Face à l'abondance de cette moisson, le Seigneur embauche des ouvriers. Saint Luc nous parle d'un groupe de soixante-douze disciples que Jésus envoie prêcher le Royaume deux par deux (Lc 10,1). Et ce n'est qu'un début... Ils ont mis la main à la charrue : ils ne regarderont plus en arrière (cf. Lc 9,62). On se demande pour quelle raison ce groupe élargi de soixante-douze disciples est distingué de celui des douze apôtres. À y voir de plus près, la différence saute aux yeux : les douze sont ceux qui ont été choisis pour participer d'une manière plus intime au Mystère du salut inauguré et accompli en la personne du Christ Jésus. Leur communion à ce saint Mystère sera d'ailleurs la source de leur sacerdoce. Il leur est donné de contempler quelque chose de cette gloire qui pointe à l'horizon, mais que le monde ne distingue pas encore.

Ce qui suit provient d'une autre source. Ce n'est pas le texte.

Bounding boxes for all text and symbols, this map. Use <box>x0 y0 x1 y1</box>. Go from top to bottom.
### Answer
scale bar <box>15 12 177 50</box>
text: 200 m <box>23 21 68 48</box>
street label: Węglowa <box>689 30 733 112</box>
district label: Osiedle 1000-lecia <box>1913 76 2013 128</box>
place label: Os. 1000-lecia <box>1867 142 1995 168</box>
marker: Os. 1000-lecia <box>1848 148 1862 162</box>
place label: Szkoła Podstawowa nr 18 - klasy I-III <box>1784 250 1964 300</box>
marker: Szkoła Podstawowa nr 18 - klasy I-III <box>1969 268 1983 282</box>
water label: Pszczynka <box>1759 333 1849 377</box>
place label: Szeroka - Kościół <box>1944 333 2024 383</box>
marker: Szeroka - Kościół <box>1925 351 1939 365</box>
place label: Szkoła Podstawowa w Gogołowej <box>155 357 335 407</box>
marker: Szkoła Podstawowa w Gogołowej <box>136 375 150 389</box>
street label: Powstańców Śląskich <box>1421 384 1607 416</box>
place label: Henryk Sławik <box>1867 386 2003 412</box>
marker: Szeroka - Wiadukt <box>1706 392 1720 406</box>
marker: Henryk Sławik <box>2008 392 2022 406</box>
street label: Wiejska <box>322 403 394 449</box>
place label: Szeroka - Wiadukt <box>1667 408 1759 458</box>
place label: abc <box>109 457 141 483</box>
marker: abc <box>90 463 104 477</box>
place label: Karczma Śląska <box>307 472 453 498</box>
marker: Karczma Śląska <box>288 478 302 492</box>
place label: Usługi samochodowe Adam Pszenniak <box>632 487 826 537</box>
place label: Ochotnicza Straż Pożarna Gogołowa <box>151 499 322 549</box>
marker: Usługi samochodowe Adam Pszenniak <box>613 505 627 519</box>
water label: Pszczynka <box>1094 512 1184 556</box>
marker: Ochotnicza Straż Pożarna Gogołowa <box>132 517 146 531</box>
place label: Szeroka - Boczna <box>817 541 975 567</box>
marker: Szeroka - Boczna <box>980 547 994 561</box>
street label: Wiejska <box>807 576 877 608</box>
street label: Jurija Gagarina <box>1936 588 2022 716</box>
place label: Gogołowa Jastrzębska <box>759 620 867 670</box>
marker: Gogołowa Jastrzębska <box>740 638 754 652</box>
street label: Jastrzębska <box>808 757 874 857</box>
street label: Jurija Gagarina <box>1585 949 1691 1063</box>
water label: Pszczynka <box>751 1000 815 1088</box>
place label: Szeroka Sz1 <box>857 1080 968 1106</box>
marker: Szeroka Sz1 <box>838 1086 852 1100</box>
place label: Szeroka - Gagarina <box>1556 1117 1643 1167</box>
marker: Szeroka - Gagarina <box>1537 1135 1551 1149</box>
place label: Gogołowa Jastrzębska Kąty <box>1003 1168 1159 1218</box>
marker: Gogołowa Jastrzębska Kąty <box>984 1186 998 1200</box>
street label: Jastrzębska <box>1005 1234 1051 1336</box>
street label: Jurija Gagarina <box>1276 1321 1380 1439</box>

Quant aux soixante-douze, ils représentent le reste des croyants : ceux qui suivent le Christ de tout leur cœur, mais qui n'ont pas encore accès à cette connaissance des fins dernières donnée aux élus et qui ne se révélera qu'au moment de la Parousie : lorsque le Christ, désormais élevé dans sa gloire, deviendra tout en tous. Chacun des douze apôtres est donc appelé à être un témoin de l'invisible ; une figure paradigmatique de cette puissance de transfiguration qui saisit notre réalité en ses plus intimes fondements et qui affleure peu à peu, chaque fois que le Royaume se fait visible, dans le sacrement du frère ou celui de la sublime beauté. D'une certaine manière, par la claire-voie de ce sacrement universel, ils contemplent déjà ce qui doit advenir et dont chacun se réjouit.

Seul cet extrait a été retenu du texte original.